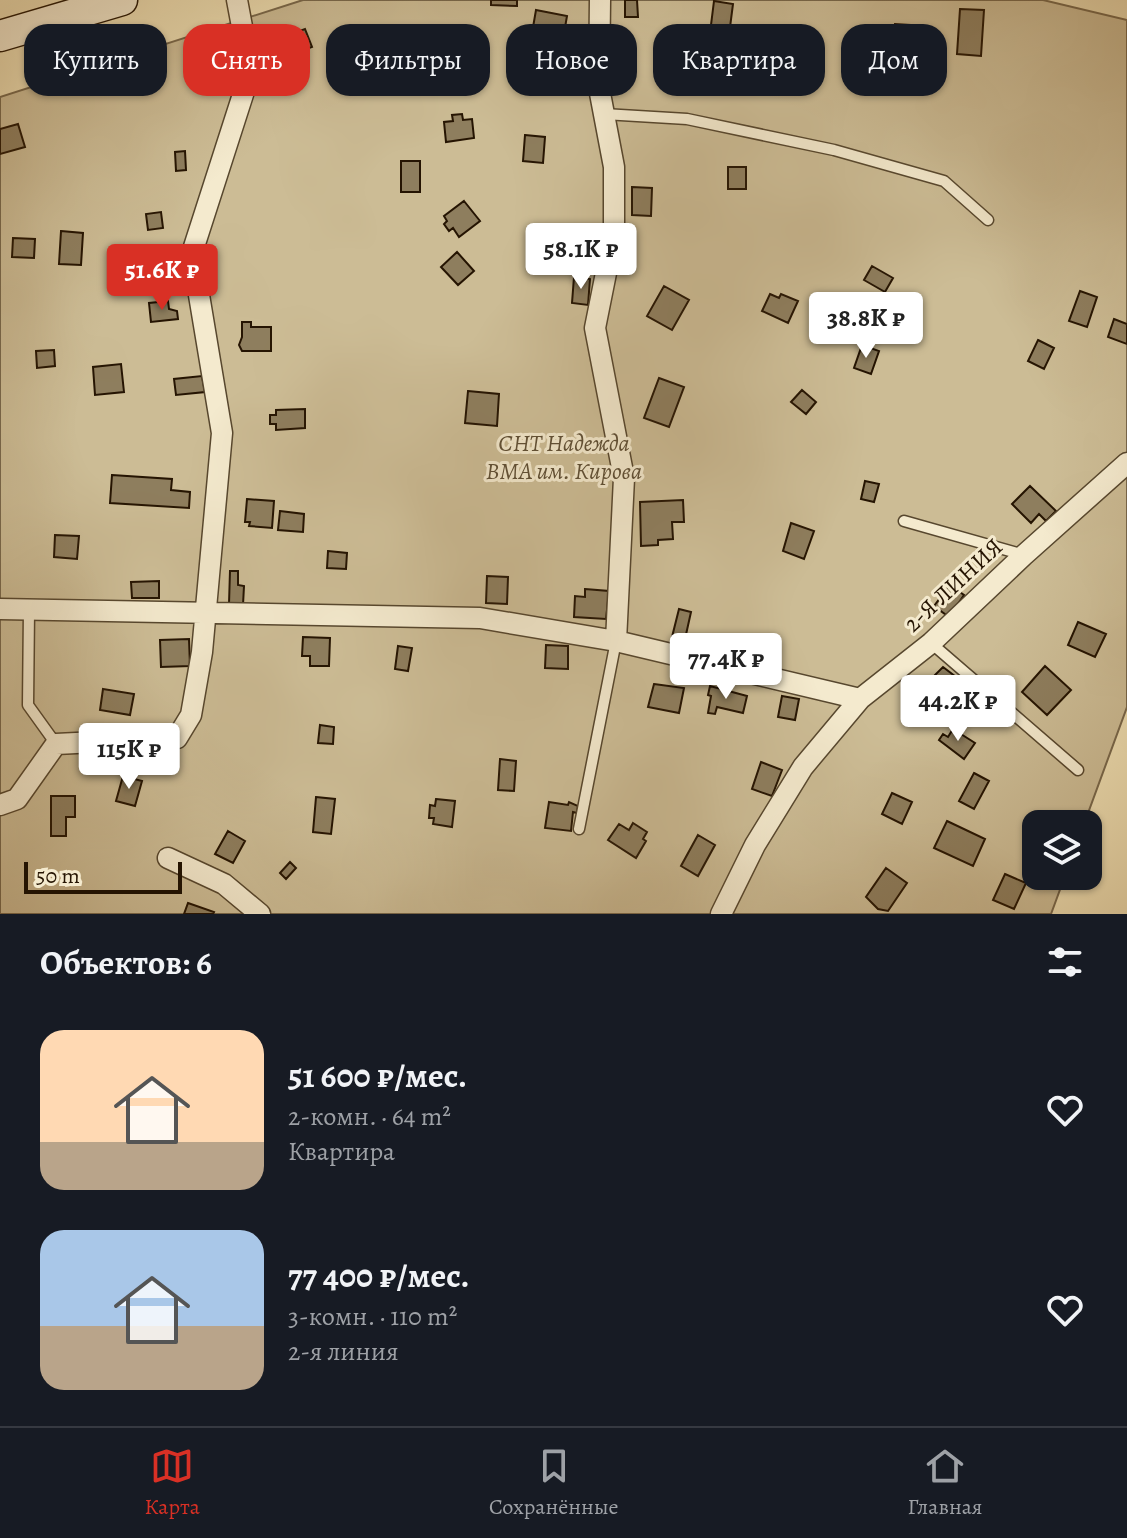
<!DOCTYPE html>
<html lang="ru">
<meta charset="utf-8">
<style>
body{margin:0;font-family:Alegreya,serif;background:#20242c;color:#f1f3f6;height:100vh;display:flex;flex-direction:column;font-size:30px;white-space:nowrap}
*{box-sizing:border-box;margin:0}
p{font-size:26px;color:#9ea1a6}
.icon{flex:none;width:44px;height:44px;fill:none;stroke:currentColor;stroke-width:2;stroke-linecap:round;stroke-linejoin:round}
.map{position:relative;height:914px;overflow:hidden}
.details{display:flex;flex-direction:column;background:#171b24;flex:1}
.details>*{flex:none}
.top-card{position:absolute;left:24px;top:24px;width:1080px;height:72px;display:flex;gap:16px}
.controls{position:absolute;left:1022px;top:810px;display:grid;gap:16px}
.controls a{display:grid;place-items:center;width:80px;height:80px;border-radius:16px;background:#171b24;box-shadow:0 2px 6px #0004;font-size:40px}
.scale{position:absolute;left:24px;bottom:20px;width:158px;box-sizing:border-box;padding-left:8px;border:4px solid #251402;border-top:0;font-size:22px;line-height:28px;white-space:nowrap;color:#251402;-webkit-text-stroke:6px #f4eace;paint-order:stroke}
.price{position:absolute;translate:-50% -68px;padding:0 18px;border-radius:8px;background:#fff;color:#222;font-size:26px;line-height:52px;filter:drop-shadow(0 2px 4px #0008)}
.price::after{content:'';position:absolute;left:50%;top:48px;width:24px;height:18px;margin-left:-12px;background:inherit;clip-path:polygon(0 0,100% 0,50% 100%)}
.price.on{background:#d93025;color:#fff}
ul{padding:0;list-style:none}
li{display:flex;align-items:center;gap:24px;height:200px;padding:0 40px}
li span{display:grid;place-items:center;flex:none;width:224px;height:160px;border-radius:24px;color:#555}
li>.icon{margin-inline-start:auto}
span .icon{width:96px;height:96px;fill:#fffc;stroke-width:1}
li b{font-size:34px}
h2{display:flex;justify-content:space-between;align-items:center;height:96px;padding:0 40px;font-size:34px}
.chip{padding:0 28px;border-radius:24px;background:#171b24;box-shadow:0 2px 6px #0004;font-size:28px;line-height:72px}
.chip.on{background:#d93025;color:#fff}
.dock{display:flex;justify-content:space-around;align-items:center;height:112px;border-top:2px solid #363941;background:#171b24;font-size:22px;color:#9ea1a6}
.dock a{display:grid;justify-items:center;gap:4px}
.dock .on{color:#d93025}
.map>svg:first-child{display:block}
</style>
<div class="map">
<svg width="1127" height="914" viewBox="0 0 1127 914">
<rect width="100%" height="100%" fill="#eedfb3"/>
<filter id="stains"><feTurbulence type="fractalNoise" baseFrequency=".0025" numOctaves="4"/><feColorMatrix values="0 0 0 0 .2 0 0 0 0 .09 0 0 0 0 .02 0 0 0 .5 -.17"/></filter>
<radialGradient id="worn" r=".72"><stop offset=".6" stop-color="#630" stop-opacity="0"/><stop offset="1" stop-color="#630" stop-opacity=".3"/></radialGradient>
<path fill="#ccbc95" stroke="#78684c" stroke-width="2" d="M303 0H1043L1127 20V707L1084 824H1036V876H1065L1051 914H0V97Z"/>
<path fill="#8e7e5e" stroke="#251402" stroke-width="2" d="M491 0H517V6L491 5Z
M625 0H637L638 17H625Z
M714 1 733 4 729 35 718 33 717 42 709 41Z
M960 9 984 10 981 56 957 54Z
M536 10 567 16 563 39 532 33Z
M895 24 926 26 925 47 894 45Z
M305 29 312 47 293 54 286 36Z
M750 32 763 35 759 56 746 53Z
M232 51 240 80 206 90 198 61Z
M544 53 576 55 575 81 543 79Z
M462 114 463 120 472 119 474 138 446 142 444 122 453 121 452 115Z
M18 124 25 147 0 154V129Z
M525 135 545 137 543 163 523 161Z
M185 151 186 170 176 171 175 152Z
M401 161H420V192H401Z
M728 167H746V189H728Z
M632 187 652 188 651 216 632 215Z
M464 201 480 221 459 237 453 228 449 231 444 224 447 221 444 216Z
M161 212 163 228 148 230 146 214Z
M61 231 83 233 81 265 59 264Z
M587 235 606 239 603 252 585 248Z
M533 236 561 237V273L532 272Z
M13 238 35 239 34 258 12 257Z
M457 252 474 271 458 285 441 267Z
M872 266 893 278 885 292 864 280Z
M574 277 590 279 588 305 572 303Z
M664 286 689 300 672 330 647 316Z
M1080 291 1097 297 1087 327 1069 321Z
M770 294 779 298 781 294 798 301 788 323 762 311Z
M168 301 169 309 177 311 178 319 151 322 149 303Z
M1114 319 1127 324V344L1108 337Z
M242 322H251V327H271V351H242L239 345 242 337Z
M1038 340 1054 348 1044 369 1028 361Z
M862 345 879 351 871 374 854 368Z
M54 350 55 366 37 368 36 351Z
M121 364 124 392 95 395 93 367Z
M202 376 205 392 176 395 174 379Z
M659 378 684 387 669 427 644 418Z
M802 390 816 402 806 414 791 402Z
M468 391 499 394 497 426 465 423Z
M305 409V428L276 430V424H270V415H276V410Z
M112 475 172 479 171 490 190 492 189 508 110 503Z
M865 481 879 484 874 502 861 499Z
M1030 486 1056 511 1046 521 1039 514 1031 523 1012 504Z
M247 499 274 501 272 528 249 526 250 522H245Z
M683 500 684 522H672L673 539 658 540V545L641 546 640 502Z
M280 511 304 514 303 532 278 530Z
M791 523 814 531 804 559 783 551Z
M55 535 79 536 77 559 54 557Z
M328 551 347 553 346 569 327 568Z
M230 571H238V585L244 586 243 605 229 604Z
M487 576 508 577 507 604 486 603Z
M159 581V598H132L131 582Z
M950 585 964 595 949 617 934 606Z
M585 589 609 591 606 619 574 617 575 596 585 597Z
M679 609 691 612 685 639 672 637Z
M1078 622 1106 634 1095 657 1068 645Z
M303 637 330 638 329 666H310V656H302Z
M189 639 190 666 161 667 160 640Z
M546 645 568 646V669L545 668Z
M398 646 412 648 408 671 395 669Z
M1045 666 1071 690 1047 715 1022 692Z
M943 667 973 690 959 708 930 680Z
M654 684 684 688 679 713 648 707Z
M710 686 747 696 743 713 717 707 715 714 708 713 711 696 708 695Z
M103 689 134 694 130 715 100 710Z
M782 696 799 699 795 720 778 717Z
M320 725 334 727 333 744 318 743Z
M953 729 975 743 964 759 939 740 943 734 948 737Z
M500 759 516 761 514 791 498 790Z
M761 762 782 770 772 796 752 789Z
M974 773 989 781 974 809 959 801Z
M123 776 142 781 135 806 116 801Z
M892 793 912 802 902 824 882 814Z
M51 796H75V817H66V836H51Z
M316 797 335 799 331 834 313 832Z
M436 799 455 801 452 827 433 824 434 818H429L430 805 435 806Z
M549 802 568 805 569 802 578 806 577 813 573 812 571 831 545 828Z
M947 821 985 839 973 866 934 848Z
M633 823 647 832 643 839 646 841 636 858 608 840 619 824 629 830Z
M228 831 245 841 233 863 215 854Z
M698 835 715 845 698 876 681 866Z
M290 862 296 868 286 879 280 873Z
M886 868 907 883 888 911 878 909 866 897Z
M1005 874 1026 883 1014 909 993 900Z
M188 903 214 912 213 914H184Z"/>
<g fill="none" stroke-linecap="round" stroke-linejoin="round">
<defs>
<path id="service" d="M604 114 687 119 834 150 944 181 988 220
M904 521 1024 555
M29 610 28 705 56 744
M931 643 1078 770
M579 829 616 641"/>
<path id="minor" d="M600 0 599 88 614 167V233L595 328 624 478 616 641
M0 609 480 618 616 641 860 699
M0 805 17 799 56 744 177 738 191 715 202 652 222 433 192 253 247 82 249 64 237 0
M168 858 224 884 260 914
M721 914 755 845 803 767 860 699 931 643 1024 555 1127 463"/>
<path id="secondary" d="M0 36 122 0"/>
</defs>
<use href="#service" stroke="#57472e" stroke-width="13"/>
<use href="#minor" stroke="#57472e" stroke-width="23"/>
<use href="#secondary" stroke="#251402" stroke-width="33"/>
<use href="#service" stroke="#f4eace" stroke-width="10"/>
<use href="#minor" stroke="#f4eace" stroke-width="20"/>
<use href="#secondary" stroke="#f4eace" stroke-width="30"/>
</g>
<g text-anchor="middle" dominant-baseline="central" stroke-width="6" stroke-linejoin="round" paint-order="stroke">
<g font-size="24" font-style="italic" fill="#5f4f35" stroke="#f4eace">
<text x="564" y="443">СНТ Надежда<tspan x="564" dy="28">ВМА им. Кирова</tspan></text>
</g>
<g font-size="24" fill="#251402" stroke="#f4eace">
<text transform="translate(953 585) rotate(-43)">2-Я ЛИНИЯ</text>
</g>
</g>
<rect width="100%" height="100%" filter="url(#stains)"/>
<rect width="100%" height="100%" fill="url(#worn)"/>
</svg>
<div class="controls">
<a><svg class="icon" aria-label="layers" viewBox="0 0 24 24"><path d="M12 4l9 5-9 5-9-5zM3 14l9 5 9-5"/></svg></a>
</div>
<div class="scale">50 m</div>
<b class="price" style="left:581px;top:291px">58.1K ₽</b>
<b class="price on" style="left:162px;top:312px">51.6K ₽</b>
<b class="price" style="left:866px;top:360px">38.8K ₽</b>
<b class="price" style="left:726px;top:701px">77.4K ₽</b>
<b class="price" style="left:958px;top:743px">44.2K ₽</b>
<b class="price" style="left:129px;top:791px">115K ₽</b>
<div class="top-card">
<a class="chip">Купить</a>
<a class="chip on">Снять</a>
<a class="chip">Фильтры</a>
<a class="chip">Новое</a>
<a class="chip">Квартира</a>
<a class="chip">Дом</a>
</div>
</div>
<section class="details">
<h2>Объектов: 6<svg class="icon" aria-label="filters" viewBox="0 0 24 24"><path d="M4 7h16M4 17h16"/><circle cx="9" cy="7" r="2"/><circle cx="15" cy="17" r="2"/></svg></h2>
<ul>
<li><span style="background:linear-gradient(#ffd9b3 70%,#b9a48a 0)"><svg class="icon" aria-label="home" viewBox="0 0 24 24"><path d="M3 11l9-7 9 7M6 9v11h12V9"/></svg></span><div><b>51 600 ₽/мес.</b><p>2-комн. · 64 m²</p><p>Квартира</p></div><svg class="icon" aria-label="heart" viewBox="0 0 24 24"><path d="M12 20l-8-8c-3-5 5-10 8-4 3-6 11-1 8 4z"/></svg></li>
<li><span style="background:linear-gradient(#a9c7e8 60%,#b9a48a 0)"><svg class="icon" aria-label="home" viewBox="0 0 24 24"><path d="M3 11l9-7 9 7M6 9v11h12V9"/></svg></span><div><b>77 400 ₽/мес.</b><p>3-комн. · 110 m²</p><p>2-я линия</p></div><svg class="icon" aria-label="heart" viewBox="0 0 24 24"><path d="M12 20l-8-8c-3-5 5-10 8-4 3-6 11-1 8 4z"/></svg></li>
</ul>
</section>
<nav class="dock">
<a class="on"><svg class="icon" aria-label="map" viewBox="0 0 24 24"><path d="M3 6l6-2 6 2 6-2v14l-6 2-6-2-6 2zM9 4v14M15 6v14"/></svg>Карта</a>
<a><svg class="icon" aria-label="saved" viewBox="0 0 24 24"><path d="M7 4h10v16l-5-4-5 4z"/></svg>Сохранённые</a>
<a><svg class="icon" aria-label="home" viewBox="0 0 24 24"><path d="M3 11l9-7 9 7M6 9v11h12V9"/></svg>Главная</a>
</nav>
•••••
— ACTION ITEM —
Give back, unchanged, the run of lines in the listing above that begins at the line containing "M247 499 274 501 272 528 249 526 250 522H245Z" and ends at the line containing "M188 903 214", both included.

— ANSWER FOR THIS EXERCISE —
M247 499 274 501 272 528 249 526 250 522H245Z
M683 500 684 522H672L673 539 658 540V545L641 546 640 502Z
M280 511 304 514 303 532 278 530Z
M791 523 814 531 804 559 783 551Z
M55 535 79 536 77 559 54 557Z
M328 551 347 553 346 569 327 568Z
M230 571H238V585L244 586 243 605 229 604Z
M487 576 508 577 507 604 486 603Z
M159 581V598H132L131 582Z
M950 585 964 595 949 617 934 606Z
M585 589 609 591 606 619 574 617 575 596 585 597Z
M679 609 691 612 685 639 672 637Z
M1078 622 1106 634 1095 657 1068 645Z
M303 637 330 638 329 666H310V656H302Z
M189 639 190 666 161 667 160 640Z
M546 645 568 646V669L545 668Z
M398 646 412 648 408 671 395 669Z
M1045 666 1071 690 1047 715 1022 692Z
M943 667 973 690 959 708 930 680Z
M654 684 684 688 679 713 648 707Z
M710 686 747 696 743 713 717 707 715 714 708 713 711 696 708 695Z
M103 689 134 694 130 715 100 710Z
M782 696 799 699 795 720 778 717Z
M320 725 334 727 333 744 318 743Z
M953 729 975 743 964 759 939 740 943 734 948 737Z
M500 759 516 761 514 791 498 790Z
M761 762 782 770 772 796 752 789Z
M974 773 989 781 974 809 959 801Z
M123 776 142 781 135 806 116 801Z
M892 793 912 802 902 824 882 814Z
M51 796H75V817H66V836H51Z
M316 797 335 799 331 834 313 832Z
M436 799 455 801 452 827 433 824 434 818H429L430 805 435 806Z
M549 802 568 805 569 802 578 806 577 813 573 812 571 831 545 828Z
M947 821 985 839 973 866 934 848Z
M633 823 647 832 643 839 646 841 636 858 608 840 619 824 629 830Z
M228 831 245 841 233 863 215 854Z
M698 835 715 845 698 876 681 866Z
M290 862 296 868 286 879 280 873Z
M886 868 907 883 888 911 878 909 866 897Z
M1005 874 1026 883 1014 909 993 900Z
M188 903 214 912 213 914H184Z"/>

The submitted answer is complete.